Beijing realiza las maniobras “Misión Justicia 2025”, Taiwán reafirma su defensa y paz, y China sanciona a empresas estadounidenses tras ventas de armas
01China lanzó a fines de diciembre las maniobras denominadas “Misión Justicia 2025”, con ejercicios con fuego real en cinco zonas marítimas y aéreas alrededor de Taiwán que incluyen destructores, fragatas, bombarderos, drones y unidades de cohetes; Pekín dice que las maniobras buscan probar la preparación para el combate, el bloqueo de puertos y enviar una advertencia contra intentos de independencia de la isla.
02Las autoridades de Taiwán y observadores detectaron una importante movilización: el Ejército taiwanés reportó decenas de buques y la presencia de decenas de aeronaves (informes señalaron hasta 89 aviones) y, en algunos registros, entre 14 y 28 embarcaciones del Ejército Popular de Liberación y guardacostas chinos en las cercanías; además se identificó un presunto “grupo de ataque de asalto anfibio” de cuatro buques y China desplegó patrullas de la guardia costera.

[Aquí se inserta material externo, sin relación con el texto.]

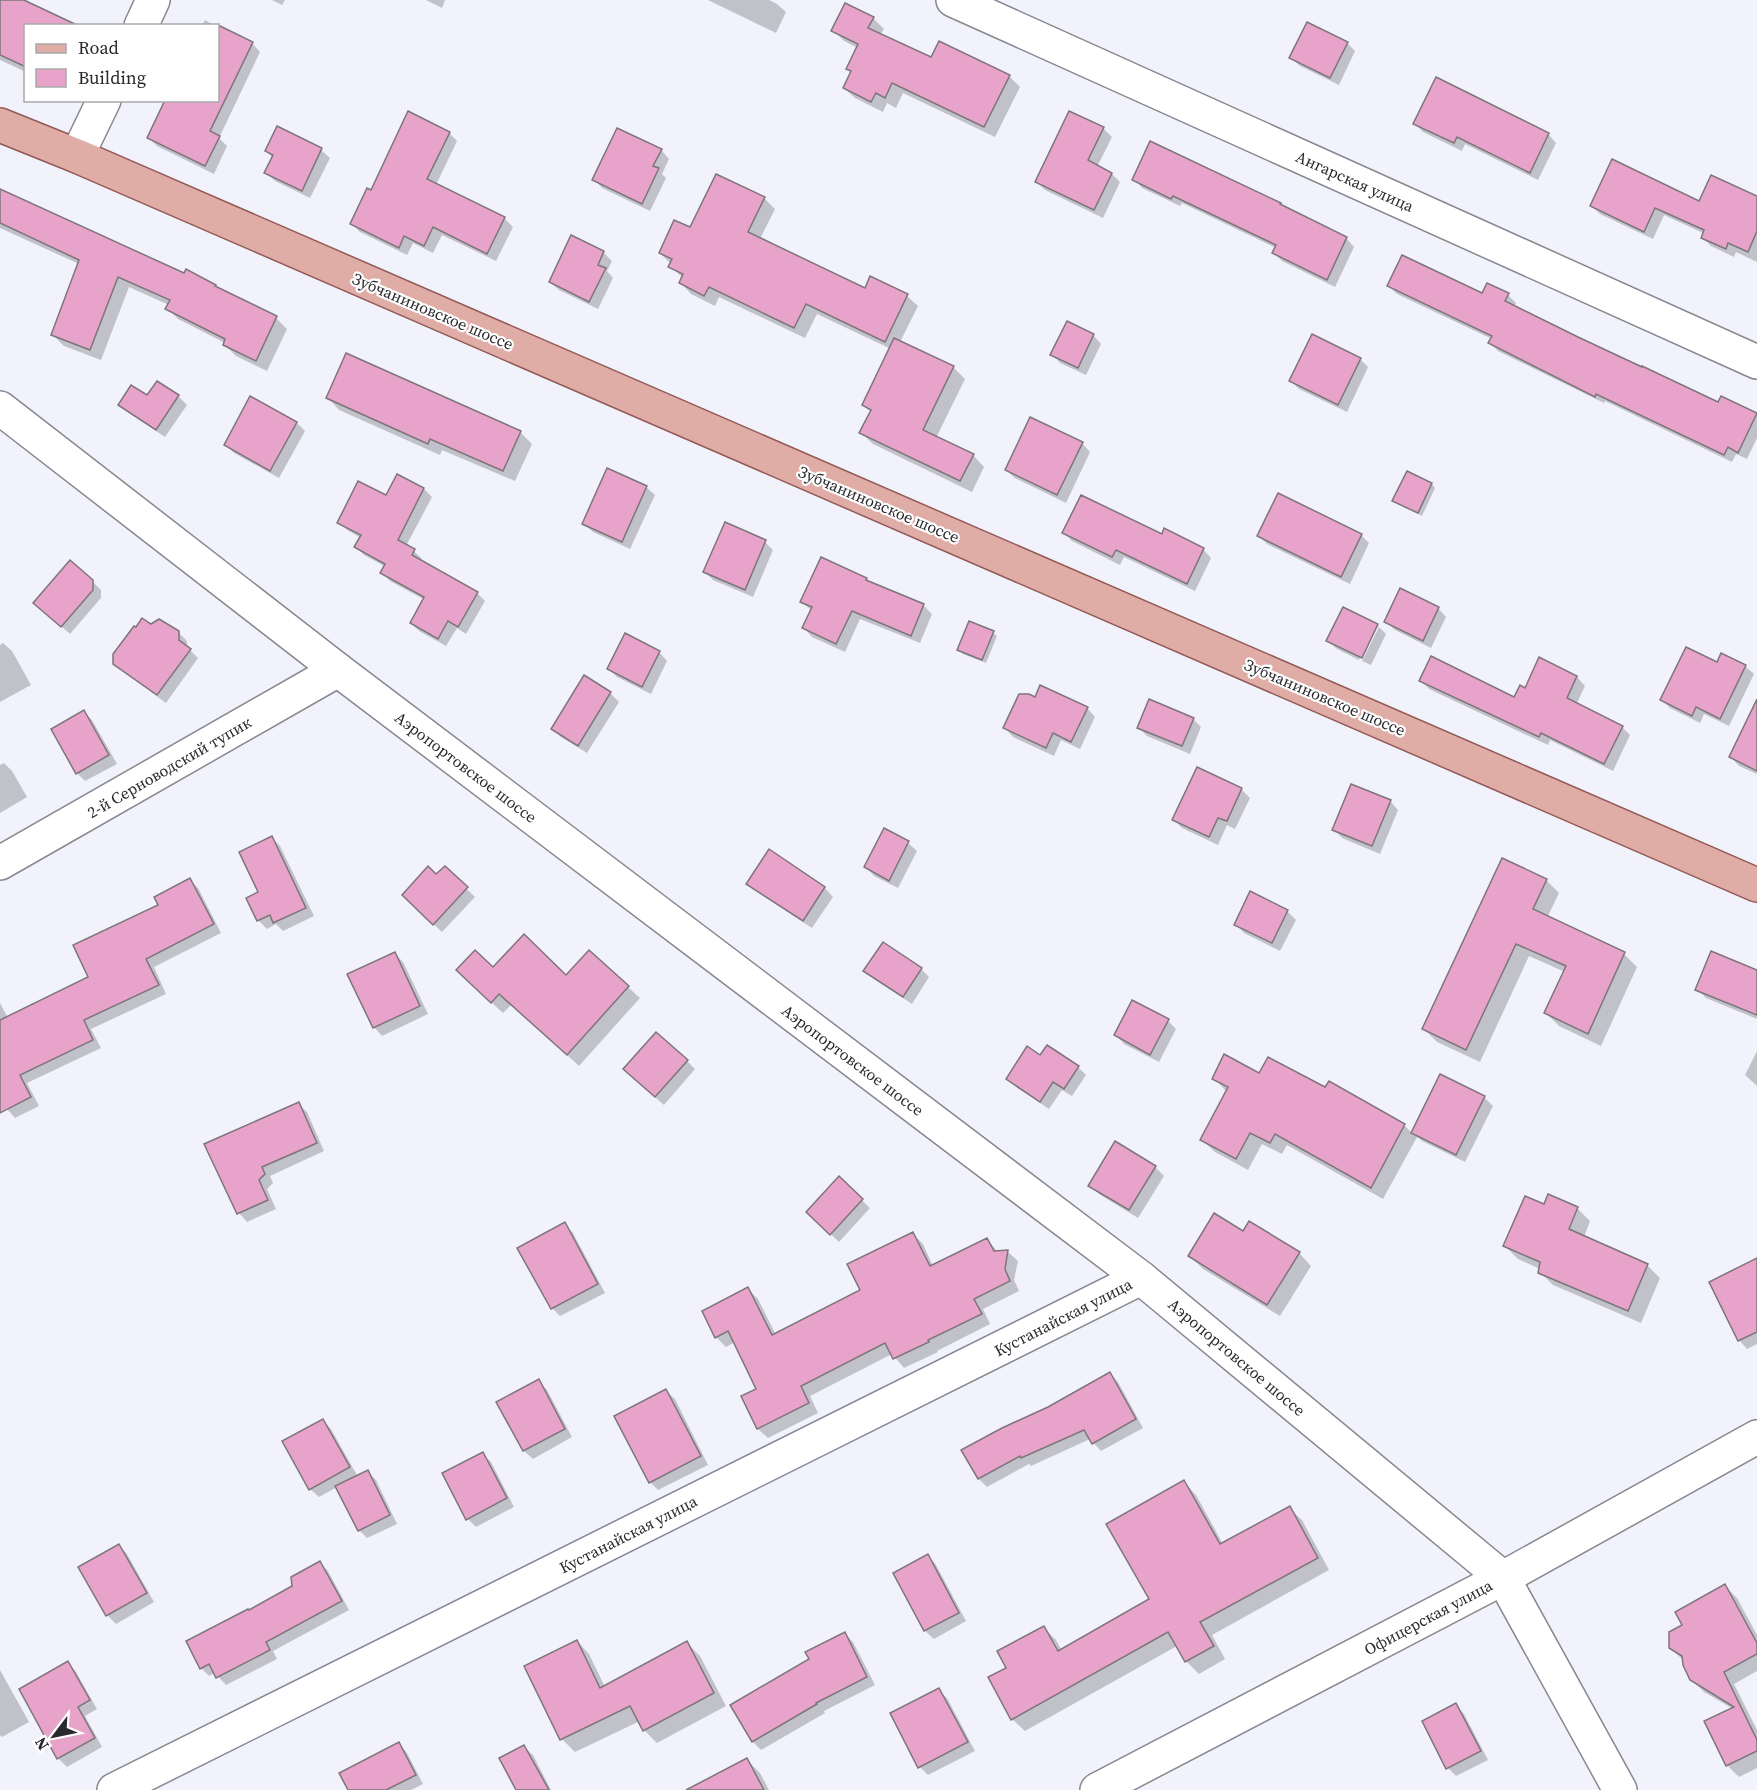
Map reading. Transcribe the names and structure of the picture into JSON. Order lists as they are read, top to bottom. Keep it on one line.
{"streets":{"main road":["Зубчаниновское шоссе"],"street":["Ангарская улица","2-й Серноводский тупик","Аэропортовское шоссе","Кустанайская улица","Офицерская улица"]},"crossings":[["2-й Серноводский тупик","Аэропортовское шоссе"],["Аэропортовское шоссе","Кустанайская улица"],["Аэропортовское шоссе","Офицерская улица"]],"legend":["Road","Building"],"north":"bottom left"}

03Pekín defendió las maniobras como una respuesta legítima para salvaguardar su soberanía y unidad nacional; portavoces militares y diplomáticos chinos (entre ellos Shi Yi y Lin Jian) advirtieron que las maniobras buscan disuadir a las "fuerzas separatistas" y denunciaron el papel de terceros países que, según ellos, fomentan la independencia de Taiwán; los comunicados chinos también subrayaron ejercicios centrados en el «bloqueo» de puertos clave como Keelung y Kaohsiung.

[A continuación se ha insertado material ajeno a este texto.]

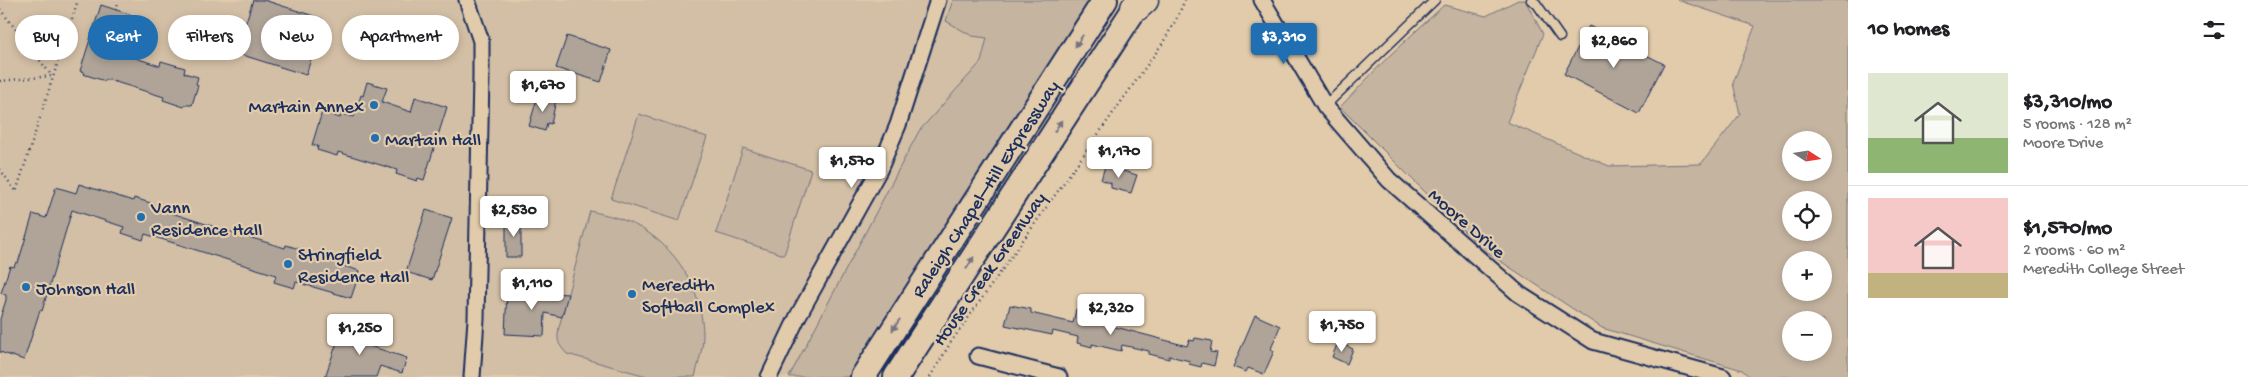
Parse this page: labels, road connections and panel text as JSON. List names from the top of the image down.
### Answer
{
  "streets": {
    "main road": ["Raleigh Chapel–Hill Expressway"],
    "street": ["Moore Drive"],
    "path": ["House Creek Greenway"]
  },
  "places": [
    "Martain Annex",
    "Martain Hall",
    "Vann Residence Hall",
    "Stringfield Residence Hall",
    "Johnson Hall",
    "Meredith Softball Complex"
  ],
  "north": "right",
  "page": {
    "heading": "10 homes",
    "chip": [
      "Buy",
      "Rent",
      "Filters",
      "New",
      "Apartment"
    ],
    "price": [
      "$3,310",
      "$2,860",
      "$1,670",
      "$1,170",
      "$1,570",
      "$2,530",
      "$1,110",
      "$2,320",
      "$1,750",
      "$1,250"
    ],
    "list": [
      {
        "name": "$3,310/mo",
        "note": "5 rooms · 128 m² · Moore Drive"
      },
      {
        "name": "$1,570/mo",
        "note": "2 rooms · 60 m² · Meredith College Street"
      }
    ],
    "map_buttons": ["+", "−"]
  }
}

04El gobierno de Taiwán respondió combinando firmeza y contención: el presidente Lai Ching-te reiteró en su discurso de Año Nuevo su compromiso de "defender resueltamente la soberanía nacional y fortalecer la defensa nacional", reclamó apoyo para aumentar las adquisiciones militares (un plan por unos 40.000 millones de dólares que enfrenta bloqueo parlamentario) y, al mismo tiempo, se comprometió a "mantener la paz" y a no intensificar el conflicto durante las maniobras, agradeciendo la profesionalidad de las fuerzas costeras taiwanesas en la respuesta a las amenazas.
05La escalada incluyó reacciones internacionales: Estados Unidos instó a Pekín a actuar con moderación y a cesar la presión militar contra Taiwán, mientras que previamente Washington notificó un posible paquete de venta de armas por unos 11.100 millones de dólares a la isla. Como represalia por ventas y relaciones militares con Taiwán, China impuso sanciones a una veintena de empresas estadounidenses del sector defensa —entre ellas firmas citadas como Boeing, Northrop Grumman, L3Harris y VSE— y a decenas de directivos, aplicando prohibiciones de nuevas inversiones en China, restricciones de cooperación y la potencial congelación de activos.

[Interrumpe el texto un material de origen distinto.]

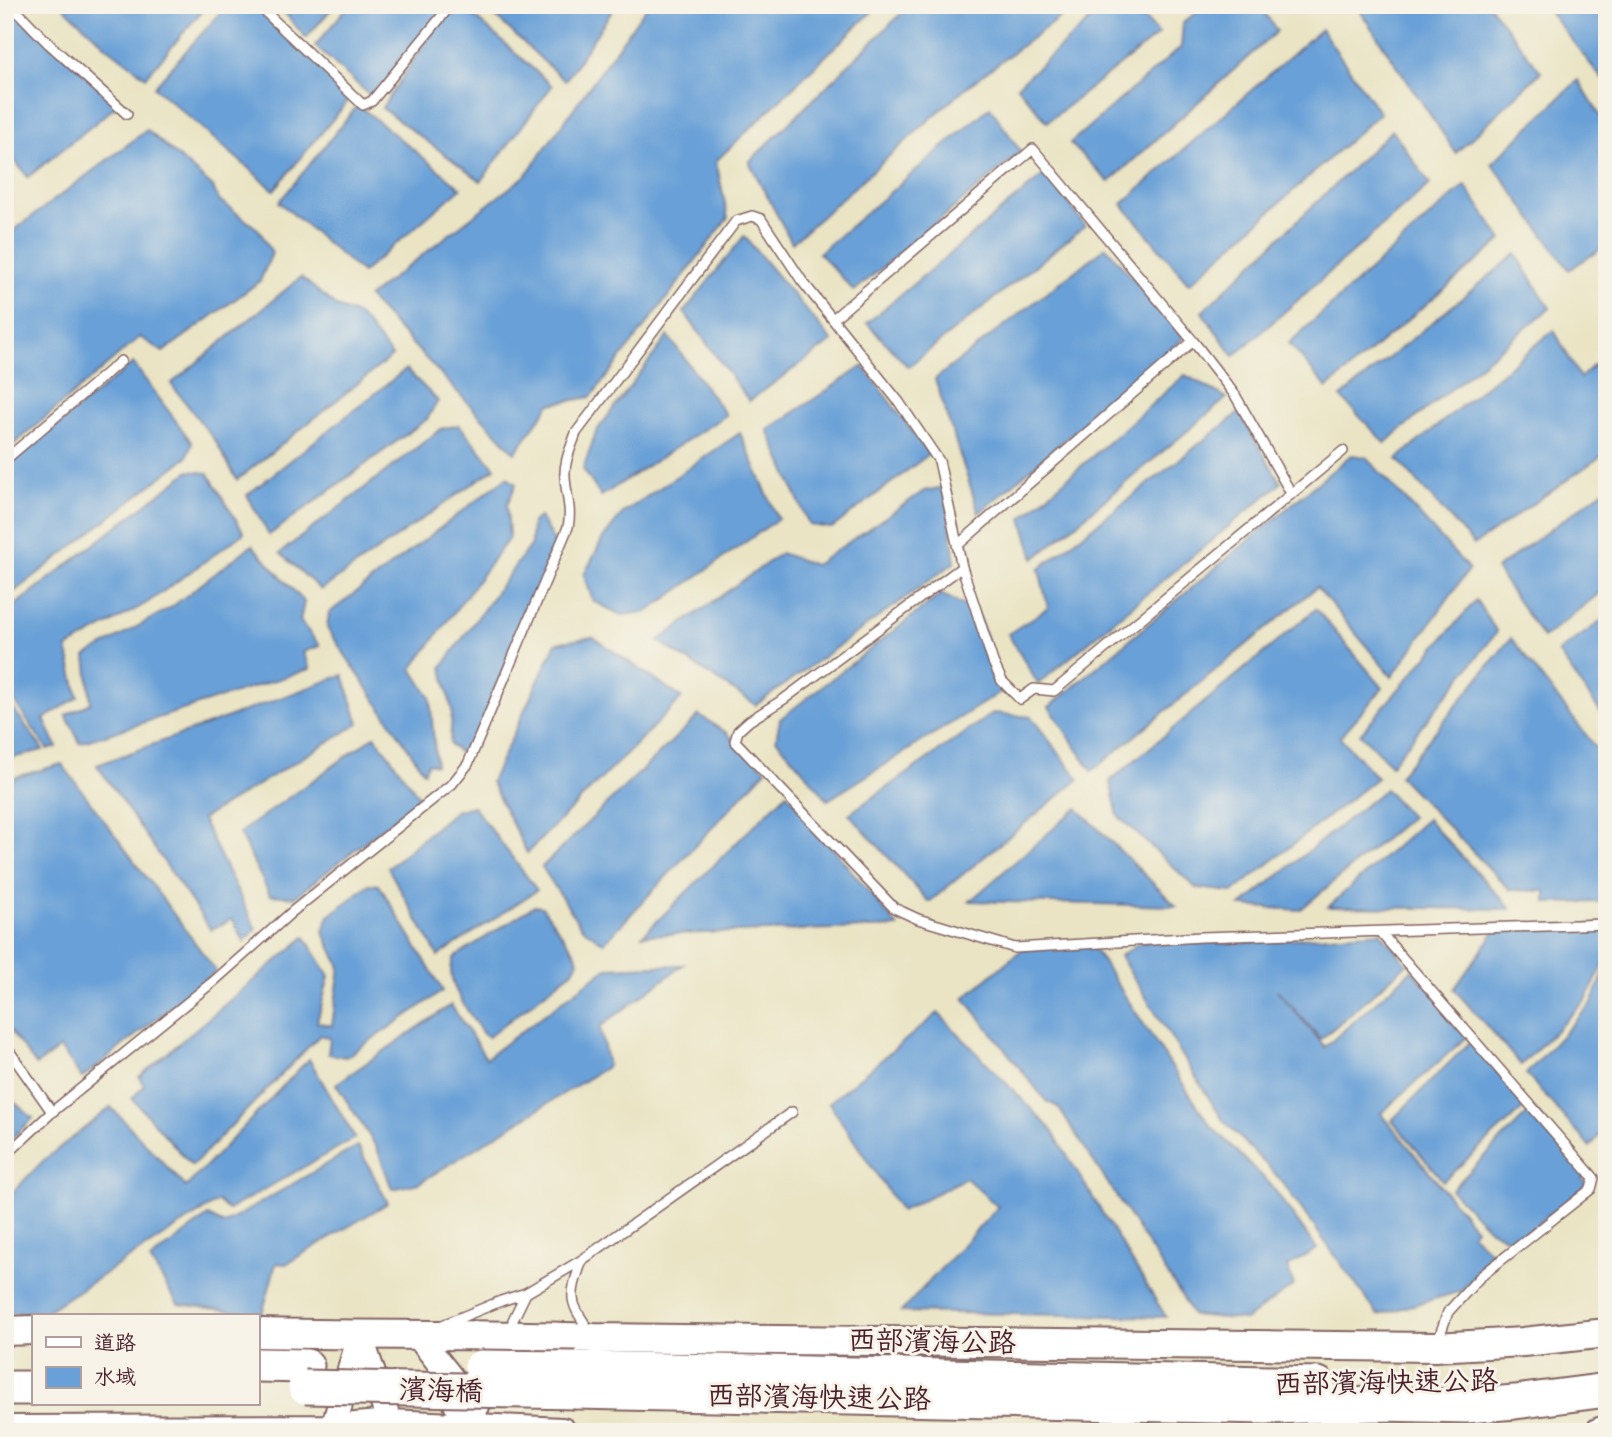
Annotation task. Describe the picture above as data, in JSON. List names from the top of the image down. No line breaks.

06El conflicto mantiene implicaciones regionales y políticas: Taiwán insiste en que Beijing es «el único riesgo para la paz y la estabilidad regional», subraya su cooperación con Estados Unidos para la seguridad regional y reclama que nadie pueda representar a Taiwán internacionalmente; al mismo tiempo, la frecuencia creciente de maniobras y la retórica dura de Pekín han generado preocupación en países vecinos (se ha citado que Japón advertiría una respuesta ante una invasión) y dejan en evidencia la fragilidad del statu quo, sobre todo si se consideran retrasos administrativos y bloqueos parlamentarios que afectan la ejecución de las ventas de armas y el presupuesto de defensa taiwanés.